It’s the Feast of IV Sun of Advent, 1st Class, with the color of Violet. In this episode: the meditation: “The O Antiphons: O Oriens, Final Preparation for Christmas”, today’s news from the Church: “Co-Redemptrix and Mediatrix: What the Bishops Asked For on the Eve of Vatican II”, and today’s thought from the Archbishop.
Saint Thomas the Apostle is remembered most often for a single moment of doubt, yet that moment became the doorway to one of the strongest confessions of faith in the Gospels. Thomas appears several times in Saint John’s Gospel, always asking the question others are thinking but are afraid to voice.

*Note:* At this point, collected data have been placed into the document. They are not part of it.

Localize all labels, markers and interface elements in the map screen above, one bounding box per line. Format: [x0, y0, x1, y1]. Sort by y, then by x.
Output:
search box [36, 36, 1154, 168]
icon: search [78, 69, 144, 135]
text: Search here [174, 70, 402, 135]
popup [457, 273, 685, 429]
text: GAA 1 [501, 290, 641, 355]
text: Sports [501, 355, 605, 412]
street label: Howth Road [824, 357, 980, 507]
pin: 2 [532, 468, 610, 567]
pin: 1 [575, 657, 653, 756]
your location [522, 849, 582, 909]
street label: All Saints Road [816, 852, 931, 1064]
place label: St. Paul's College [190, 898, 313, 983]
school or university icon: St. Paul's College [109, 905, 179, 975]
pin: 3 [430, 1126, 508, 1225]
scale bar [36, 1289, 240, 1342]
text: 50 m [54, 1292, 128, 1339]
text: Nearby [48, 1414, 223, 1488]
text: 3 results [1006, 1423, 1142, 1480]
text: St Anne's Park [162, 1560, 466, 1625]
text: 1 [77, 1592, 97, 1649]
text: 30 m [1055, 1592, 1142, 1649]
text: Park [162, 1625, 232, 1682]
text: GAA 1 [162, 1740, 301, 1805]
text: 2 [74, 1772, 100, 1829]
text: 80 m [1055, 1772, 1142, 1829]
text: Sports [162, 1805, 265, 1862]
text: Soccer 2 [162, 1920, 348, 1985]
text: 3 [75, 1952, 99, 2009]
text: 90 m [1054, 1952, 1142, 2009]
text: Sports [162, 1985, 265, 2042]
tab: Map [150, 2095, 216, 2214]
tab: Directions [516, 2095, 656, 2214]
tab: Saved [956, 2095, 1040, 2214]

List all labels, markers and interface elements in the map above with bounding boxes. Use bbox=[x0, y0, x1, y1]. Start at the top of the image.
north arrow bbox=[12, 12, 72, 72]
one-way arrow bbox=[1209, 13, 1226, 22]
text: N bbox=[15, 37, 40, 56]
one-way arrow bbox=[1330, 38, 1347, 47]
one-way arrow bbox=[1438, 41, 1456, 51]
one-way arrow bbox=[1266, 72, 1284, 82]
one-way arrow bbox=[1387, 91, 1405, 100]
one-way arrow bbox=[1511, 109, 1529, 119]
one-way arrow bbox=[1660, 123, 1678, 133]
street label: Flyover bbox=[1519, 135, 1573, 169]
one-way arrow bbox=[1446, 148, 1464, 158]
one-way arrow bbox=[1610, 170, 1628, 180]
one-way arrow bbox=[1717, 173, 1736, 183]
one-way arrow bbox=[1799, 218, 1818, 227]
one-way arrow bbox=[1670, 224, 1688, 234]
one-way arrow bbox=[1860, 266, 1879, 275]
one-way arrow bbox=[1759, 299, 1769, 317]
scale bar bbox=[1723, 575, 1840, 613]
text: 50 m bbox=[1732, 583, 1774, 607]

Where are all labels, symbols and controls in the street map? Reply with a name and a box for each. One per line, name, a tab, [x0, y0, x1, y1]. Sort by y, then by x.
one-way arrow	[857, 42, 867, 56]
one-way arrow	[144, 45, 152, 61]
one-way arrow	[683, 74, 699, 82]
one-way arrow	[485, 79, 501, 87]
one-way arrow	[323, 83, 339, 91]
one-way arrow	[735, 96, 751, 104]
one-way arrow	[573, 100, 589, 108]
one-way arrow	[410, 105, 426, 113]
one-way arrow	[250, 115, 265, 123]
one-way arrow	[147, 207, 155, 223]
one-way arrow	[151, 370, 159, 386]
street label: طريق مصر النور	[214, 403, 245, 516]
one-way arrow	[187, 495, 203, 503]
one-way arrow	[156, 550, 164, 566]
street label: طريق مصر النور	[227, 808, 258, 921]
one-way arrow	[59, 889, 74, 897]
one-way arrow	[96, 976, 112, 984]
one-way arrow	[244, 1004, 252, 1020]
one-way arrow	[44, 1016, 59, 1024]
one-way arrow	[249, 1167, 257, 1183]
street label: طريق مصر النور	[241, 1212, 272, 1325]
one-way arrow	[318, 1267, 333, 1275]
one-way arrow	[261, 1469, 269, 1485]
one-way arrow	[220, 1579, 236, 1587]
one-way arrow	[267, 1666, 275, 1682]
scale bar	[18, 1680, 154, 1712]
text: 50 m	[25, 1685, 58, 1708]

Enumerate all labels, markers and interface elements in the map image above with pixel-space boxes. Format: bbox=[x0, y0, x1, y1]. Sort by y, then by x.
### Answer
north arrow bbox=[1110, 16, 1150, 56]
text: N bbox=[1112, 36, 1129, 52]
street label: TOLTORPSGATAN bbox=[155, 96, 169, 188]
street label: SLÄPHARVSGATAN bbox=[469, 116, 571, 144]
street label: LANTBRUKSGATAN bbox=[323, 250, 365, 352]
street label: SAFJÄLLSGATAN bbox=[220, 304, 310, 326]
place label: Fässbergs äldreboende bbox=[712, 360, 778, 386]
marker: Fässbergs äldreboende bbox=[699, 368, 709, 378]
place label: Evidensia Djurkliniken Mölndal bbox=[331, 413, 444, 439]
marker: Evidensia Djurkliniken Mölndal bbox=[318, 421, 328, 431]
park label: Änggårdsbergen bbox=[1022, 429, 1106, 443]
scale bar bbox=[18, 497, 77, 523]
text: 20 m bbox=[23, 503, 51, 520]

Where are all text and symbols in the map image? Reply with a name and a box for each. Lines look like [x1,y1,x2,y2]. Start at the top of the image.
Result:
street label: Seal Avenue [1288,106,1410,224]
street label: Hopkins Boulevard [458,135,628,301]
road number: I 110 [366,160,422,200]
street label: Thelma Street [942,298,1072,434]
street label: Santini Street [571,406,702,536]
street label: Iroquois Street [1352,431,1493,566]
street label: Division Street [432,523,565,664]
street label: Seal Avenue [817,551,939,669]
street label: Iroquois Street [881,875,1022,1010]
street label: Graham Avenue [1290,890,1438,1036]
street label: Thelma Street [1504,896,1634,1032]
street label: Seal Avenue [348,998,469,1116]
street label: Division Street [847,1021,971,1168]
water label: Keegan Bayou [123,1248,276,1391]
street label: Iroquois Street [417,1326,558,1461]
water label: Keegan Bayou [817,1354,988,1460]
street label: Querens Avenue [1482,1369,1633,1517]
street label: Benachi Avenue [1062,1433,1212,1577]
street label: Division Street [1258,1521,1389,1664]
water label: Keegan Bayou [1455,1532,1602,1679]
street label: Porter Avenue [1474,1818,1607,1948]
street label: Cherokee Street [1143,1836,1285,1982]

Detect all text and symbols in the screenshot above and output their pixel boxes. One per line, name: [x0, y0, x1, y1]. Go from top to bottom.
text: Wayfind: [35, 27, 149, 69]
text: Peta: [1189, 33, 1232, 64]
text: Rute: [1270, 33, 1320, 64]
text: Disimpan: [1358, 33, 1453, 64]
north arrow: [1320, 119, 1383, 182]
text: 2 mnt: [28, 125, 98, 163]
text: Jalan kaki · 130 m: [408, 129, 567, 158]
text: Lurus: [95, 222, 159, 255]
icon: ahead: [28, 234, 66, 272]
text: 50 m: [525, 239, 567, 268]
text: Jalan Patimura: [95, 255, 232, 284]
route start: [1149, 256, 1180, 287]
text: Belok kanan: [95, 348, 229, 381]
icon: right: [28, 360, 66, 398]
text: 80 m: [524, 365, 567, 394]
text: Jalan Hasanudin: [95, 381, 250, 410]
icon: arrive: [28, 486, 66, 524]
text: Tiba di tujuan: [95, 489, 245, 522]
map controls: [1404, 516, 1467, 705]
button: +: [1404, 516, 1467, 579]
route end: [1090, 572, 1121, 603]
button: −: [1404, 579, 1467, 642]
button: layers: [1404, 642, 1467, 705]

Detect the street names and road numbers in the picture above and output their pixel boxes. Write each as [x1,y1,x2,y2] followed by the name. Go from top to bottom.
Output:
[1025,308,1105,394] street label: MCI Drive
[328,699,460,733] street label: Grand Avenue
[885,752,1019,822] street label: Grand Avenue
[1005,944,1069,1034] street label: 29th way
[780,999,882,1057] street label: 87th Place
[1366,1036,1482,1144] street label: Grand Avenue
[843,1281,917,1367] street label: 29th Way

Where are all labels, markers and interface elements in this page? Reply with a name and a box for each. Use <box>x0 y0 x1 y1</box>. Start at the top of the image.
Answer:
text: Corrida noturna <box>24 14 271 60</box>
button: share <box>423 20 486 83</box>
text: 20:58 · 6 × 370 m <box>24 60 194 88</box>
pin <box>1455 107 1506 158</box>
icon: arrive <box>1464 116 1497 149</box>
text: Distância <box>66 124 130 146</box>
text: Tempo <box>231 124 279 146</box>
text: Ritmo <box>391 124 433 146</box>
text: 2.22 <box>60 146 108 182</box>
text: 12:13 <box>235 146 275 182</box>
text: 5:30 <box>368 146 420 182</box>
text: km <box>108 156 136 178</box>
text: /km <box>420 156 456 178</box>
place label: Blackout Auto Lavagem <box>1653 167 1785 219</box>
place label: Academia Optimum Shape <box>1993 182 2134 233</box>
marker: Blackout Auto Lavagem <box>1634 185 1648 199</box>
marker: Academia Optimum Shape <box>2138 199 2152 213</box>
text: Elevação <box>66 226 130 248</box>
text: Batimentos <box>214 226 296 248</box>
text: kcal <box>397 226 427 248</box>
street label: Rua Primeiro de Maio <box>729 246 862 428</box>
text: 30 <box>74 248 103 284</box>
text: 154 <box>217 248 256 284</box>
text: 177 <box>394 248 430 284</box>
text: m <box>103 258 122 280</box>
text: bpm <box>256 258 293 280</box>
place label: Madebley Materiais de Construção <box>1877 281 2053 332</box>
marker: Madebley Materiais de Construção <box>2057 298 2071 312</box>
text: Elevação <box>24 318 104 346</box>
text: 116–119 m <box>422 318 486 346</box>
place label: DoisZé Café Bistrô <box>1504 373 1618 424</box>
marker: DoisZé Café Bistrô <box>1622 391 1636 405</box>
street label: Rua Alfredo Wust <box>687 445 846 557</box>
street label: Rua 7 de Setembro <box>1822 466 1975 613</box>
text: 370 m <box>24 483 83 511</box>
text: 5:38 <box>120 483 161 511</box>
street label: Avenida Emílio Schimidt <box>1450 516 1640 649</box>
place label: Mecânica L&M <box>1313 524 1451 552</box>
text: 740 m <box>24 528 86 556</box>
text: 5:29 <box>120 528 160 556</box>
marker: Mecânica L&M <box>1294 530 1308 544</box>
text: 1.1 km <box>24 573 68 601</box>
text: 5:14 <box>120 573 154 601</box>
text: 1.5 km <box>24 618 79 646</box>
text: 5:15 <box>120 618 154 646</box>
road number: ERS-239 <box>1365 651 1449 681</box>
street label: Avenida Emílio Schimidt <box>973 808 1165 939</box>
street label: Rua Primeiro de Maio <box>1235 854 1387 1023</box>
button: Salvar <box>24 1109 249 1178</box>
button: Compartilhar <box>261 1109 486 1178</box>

When Jesus proposes returning to Judea despite danger, Thomas is the one who says plainly, “Let us go also, that we may die with him.” His faith was not timid. It was honest, direct, and willing to follow even when the road looked dark.
After the Resurrection, Thomas struggled to accept what the others proclaimed. He wanted more than reports. He wanted encounter. When Christ appeared again and invited Thomas to touch his wounds, the apostle responded not with embarrassment but with awe. “My Lord and my God,” he said, offering the clearest confession of Christ’s divinity recorded in the New Testament. That cry reveals who Thomas truly was. Once convinced, he was utterly convinced. His doubt did not weaken his faith. It purified it.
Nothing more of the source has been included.